** GIVEN RECORDS follows **

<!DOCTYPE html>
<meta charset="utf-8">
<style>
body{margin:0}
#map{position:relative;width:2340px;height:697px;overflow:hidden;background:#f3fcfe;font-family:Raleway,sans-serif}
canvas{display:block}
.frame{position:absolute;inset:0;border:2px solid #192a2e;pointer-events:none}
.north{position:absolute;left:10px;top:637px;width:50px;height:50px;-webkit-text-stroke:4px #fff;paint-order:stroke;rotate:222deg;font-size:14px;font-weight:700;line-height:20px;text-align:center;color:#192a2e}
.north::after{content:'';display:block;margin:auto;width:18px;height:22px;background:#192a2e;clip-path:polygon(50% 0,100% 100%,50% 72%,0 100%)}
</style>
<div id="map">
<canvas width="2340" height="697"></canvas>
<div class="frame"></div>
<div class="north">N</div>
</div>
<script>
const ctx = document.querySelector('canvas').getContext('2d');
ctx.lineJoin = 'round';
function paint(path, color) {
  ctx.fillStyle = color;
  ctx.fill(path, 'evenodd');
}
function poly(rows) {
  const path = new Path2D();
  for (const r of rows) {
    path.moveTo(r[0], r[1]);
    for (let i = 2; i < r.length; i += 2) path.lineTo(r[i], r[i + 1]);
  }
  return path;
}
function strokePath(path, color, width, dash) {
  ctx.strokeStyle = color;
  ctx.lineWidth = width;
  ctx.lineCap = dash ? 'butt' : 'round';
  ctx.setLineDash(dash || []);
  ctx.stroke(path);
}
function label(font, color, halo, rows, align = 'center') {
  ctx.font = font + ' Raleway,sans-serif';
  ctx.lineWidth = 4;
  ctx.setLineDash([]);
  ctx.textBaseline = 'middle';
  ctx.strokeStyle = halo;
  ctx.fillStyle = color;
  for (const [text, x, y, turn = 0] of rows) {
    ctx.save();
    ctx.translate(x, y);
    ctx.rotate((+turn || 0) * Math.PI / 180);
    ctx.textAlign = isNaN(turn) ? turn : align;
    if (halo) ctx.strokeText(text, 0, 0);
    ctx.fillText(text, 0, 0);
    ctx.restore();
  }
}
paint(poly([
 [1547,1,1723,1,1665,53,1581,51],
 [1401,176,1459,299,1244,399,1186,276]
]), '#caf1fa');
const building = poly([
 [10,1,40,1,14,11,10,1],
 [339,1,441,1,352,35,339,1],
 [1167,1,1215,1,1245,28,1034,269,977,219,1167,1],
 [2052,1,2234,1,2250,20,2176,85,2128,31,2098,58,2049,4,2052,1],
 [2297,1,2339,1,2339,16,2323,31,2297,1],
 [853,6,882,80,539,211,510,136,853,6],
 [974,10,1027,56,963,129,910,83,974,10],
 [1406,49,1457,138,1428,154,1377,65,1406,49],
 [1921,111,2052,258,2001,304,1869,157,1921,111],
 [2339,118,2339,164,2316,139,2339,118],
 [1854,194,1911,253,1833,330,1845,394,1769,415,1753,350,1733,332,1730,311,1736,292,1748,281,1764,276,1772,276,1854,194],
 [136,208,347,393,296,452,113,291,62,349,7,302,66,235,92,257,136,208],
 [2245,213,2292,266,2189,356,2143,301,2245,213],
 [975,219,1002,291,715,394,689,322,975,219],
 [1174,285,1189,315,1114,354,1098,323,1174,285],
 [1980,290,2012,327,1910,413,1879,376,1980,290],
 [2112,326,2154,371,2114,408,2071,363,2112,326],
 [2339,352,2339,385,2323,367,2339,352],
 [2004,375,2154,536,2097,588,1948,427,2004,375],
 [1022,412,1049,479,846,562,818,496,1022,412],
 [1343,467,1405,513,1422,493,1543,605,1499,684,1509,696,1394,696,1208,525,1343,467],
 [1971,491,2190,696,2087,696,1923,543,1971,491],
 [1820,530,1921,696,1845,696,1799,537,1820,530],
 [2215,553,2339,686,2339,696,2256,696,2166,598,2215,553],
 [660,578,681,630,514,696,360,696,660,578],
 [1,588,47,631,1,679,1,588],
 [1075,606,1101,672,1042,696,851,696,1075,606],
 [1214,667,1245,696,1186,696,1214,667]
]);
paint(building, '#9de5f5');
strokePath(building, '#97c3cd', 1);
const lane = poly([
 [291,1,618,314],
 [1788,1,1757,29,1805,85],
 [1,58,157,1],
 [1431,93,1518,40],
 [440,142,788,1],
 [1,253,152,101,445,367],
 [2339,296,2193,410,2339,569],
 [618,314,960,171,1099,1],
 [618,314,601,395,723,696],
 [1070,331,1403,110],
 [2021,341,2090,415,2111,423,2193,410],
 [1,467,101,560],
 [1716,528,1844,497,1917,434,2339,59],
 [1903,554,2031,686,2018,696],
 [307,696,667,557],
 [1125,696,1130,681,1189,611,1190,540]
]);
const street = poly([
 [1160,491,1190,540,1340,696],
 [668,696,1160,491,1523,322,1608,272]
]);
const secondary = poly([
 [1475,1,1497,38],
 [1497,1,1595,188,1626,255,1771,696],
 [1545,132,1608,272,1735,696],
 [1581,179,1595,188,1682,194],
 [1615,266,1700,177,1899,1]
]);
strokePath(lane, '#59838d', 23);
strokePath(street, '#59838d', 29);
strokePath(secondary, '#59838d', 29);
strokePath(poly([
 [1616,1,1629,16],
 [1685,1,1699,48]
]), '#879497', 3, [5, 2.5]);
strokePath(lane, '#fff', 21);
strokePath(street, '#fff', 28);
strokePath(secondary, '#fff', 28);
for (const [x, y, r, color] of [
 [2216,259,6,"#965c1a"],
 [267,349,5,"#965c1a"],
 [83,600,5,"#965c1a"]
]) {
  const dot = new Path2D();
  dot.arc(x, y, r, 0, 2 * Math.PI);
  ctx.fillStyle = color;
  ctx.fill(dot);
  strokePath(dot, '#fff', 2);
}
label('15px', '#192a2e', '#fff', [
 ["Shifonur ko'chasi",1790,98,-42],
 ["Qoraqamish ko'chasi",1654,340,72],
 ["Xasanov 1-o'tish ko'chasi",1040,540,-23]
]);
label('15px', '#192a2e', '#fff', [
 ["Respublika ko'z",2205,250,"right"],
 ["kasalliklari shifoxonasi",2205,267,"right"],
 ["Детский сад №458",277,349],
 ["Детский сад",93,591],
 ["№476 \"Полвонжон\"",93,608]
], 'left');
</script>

** End of GIVEN RECORDS **

*PROBLEM DETAILS:* Examine the data above and state how many of its lines contain the word "Math", with no further remarks.

*RESPONSE BELOW:* 2